▶

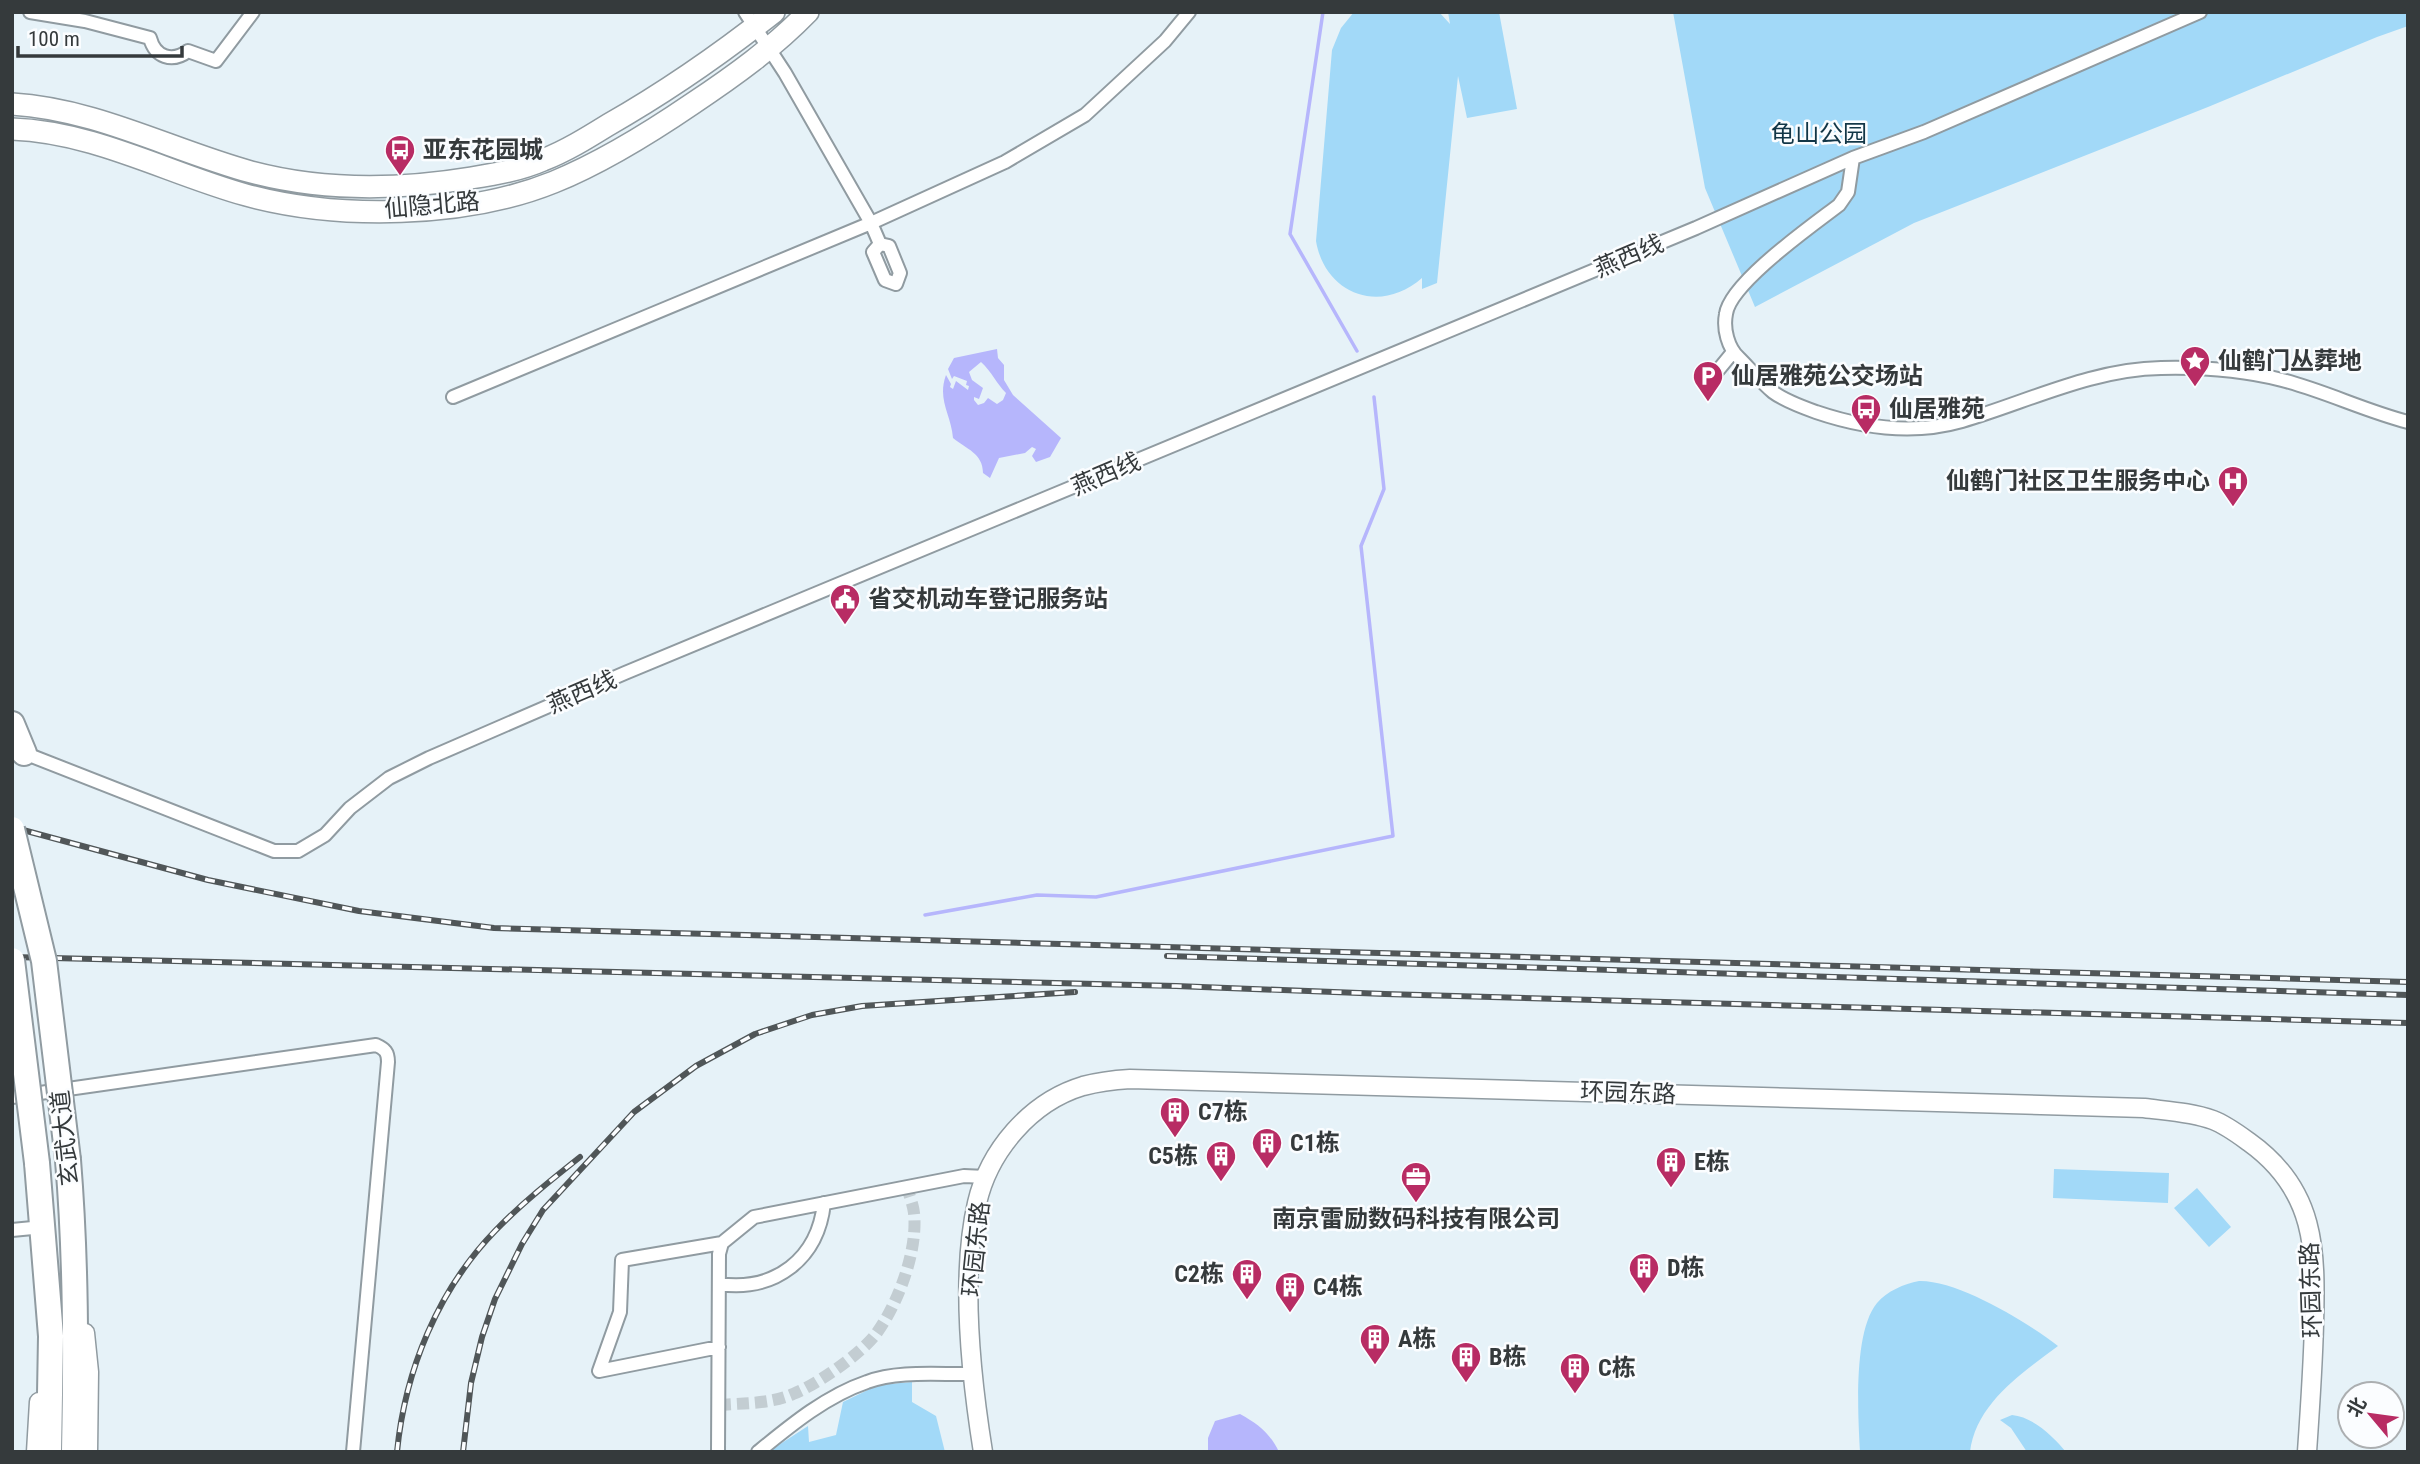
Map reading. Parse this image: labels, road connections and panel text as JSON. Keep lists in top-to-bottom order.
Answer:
{
  "streets": {
    "highway": ["玄武大道"],
    "main road": ["仙隐北路"],
    "street": ["燕西线", "环园东路"]
  },
  "parks": ["龟山公园"],
  "places": {
    "bus stop": ["亚东花园城", "仙居雅苑"],
    "place": ["仙鹤门丛葬地"],
    "parking": ["仙居雅苑公交场站"],
    "hospital": ["仙鹤门社区卫生服务中心"],
    "public building": ["省交机动车登记服务站"],
    "building": [
      "C7栋",
      "C1栋",
      "C5栋",
      "E栋",
      "D栋",
      "C2栋",
      "C4栋",
      "A栋",
      "B栋",
      "C栋"
    ],
    "office": ["南京雷励数码科技有限公司"]
  },
  "scale_bar": "100 m",
  "north": "top left"
}
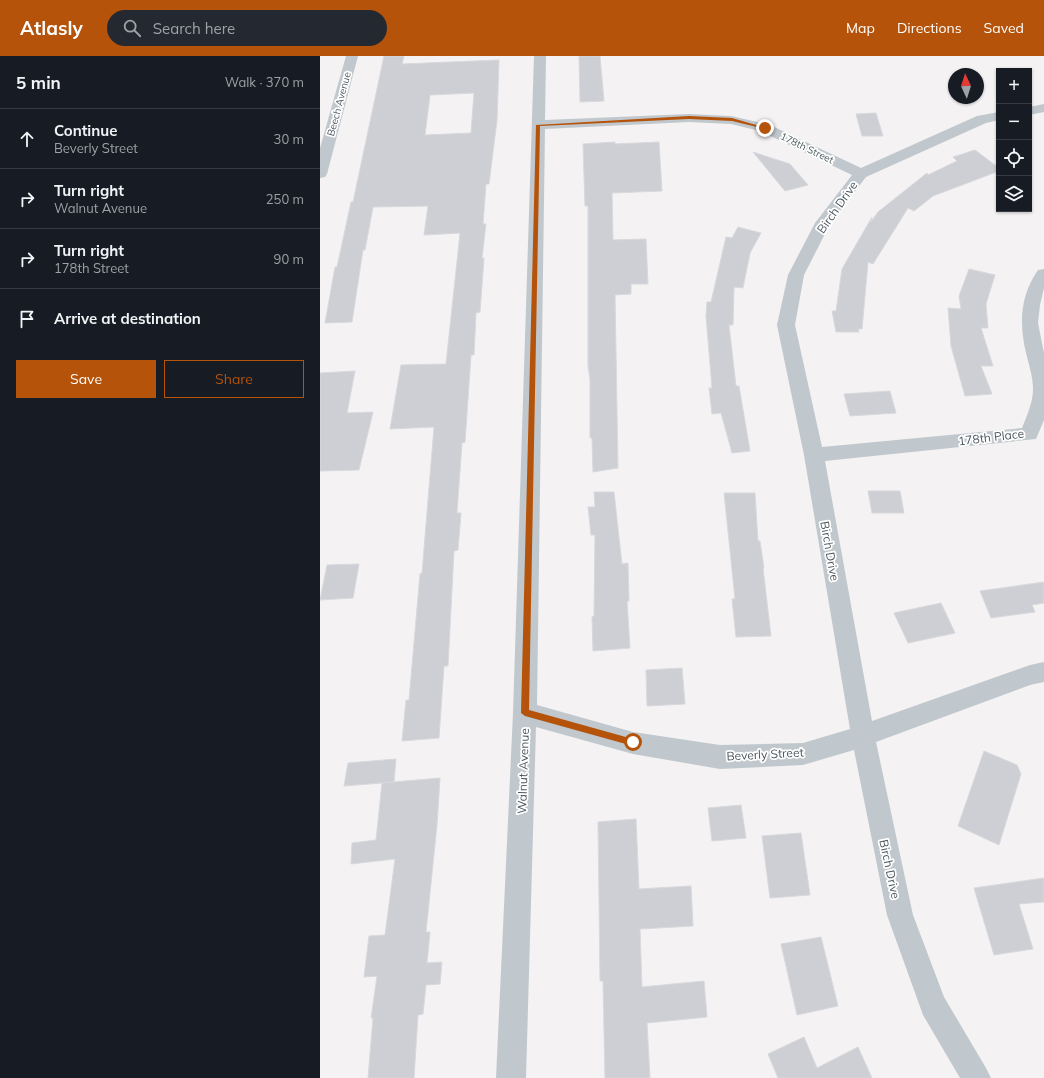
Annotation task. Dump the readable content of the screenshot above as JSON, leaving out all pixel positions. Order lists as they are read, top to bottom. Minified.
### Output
{"streets":{"street":["Beech Avenue","178th Street","Birch Drive","178th Place","Beverly Street","Walnut Avenue"]},"crossings":[["178th Street","Birch Drive"],["178th Street","Walnut Avenue"],["Birch Drive","178th Place"],["Birch Drive","Beverly Street"],["Beverly Street","Walnut Avenue"]],"north":"top","page":{"header":"Atlasly","search":"Search here","nav":["Map","Directions","Saved"],"heading":["5 min","Walk · 370 m"],"map_buttons":["+","−"],"list":[["Continue","Beverly Street","30 m"],["Turn right","Walnut Avenue","250 m"],["Turn right","178th Street","90 m"],"Arrive at destination"],"buttons":["Save","Share"]}}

◀

▸ Try it
Reprint the listing above exactly, without images.

▸ Solution for this task
Map reading. Parse this image: labels, road connections and panel text as JSON. Keep lists in top-to-bottom order.
Answer:
{
  "streets": {
    "highway": ["玄武大道"],
    "main road": ["仙隐北路"],
    "street": ["燕西线", "环园东路"]
  },
  "parks": ["龟山公园"],
  "places": {
    "bus stop": ["亚东花园城", "仙居雅苑"],
    "place": ["仙鹤门丛葬地"],
    "parking": ["仙居雅苑公交场站"],
    "hospital": ["仙鹤门社区卫生服务中心"],
    "public building": ["省交机动车登记服务站"],
    "building": [
      "C7栋",
      "C1栋",
      "C5栋",
      "E栋",
      "D栋",
      "C2栋",
      "C4栋",
      "A栋",
      "B栋",
      "C栋"
    ],
    "office": ["南京雷励数码科技有限公司"]
  },
  "scale_bar": "100 m",
  "north": "top left"
}
Annotation task. Dump the readable content of the screenshot above as JSON, leaving out all pixel positions. Order lists as they are read, top to bottom. Minified.
### Output
{"streets":{"street":["Beech Avenue","178th Street","Birch Drive","178th Place","Beverly Street","Walnut Avenue"]},"crossings":[["178th Street","Birch Drive"],["178th Street","Walnut Avenue"],["Birch Drive","178th Place"],["Birch Drive","Beverly Street"],["Beverly Street","Walnut Avenue"]],"north":"top","page":{"header":"Atlasly","search":"Search here","nav":["Map","Directions","Saved"],"heading":["5 min","Walk · 370 m"],"map_buttons":["+","−"],"list":[["Continue","Beverly Street","30 m"],["Turn right","Walnut Avenue","250 m"],["Turn right","178th Street","90 m"],"Arrive at destination"],"buttons":["Save","Share"]}}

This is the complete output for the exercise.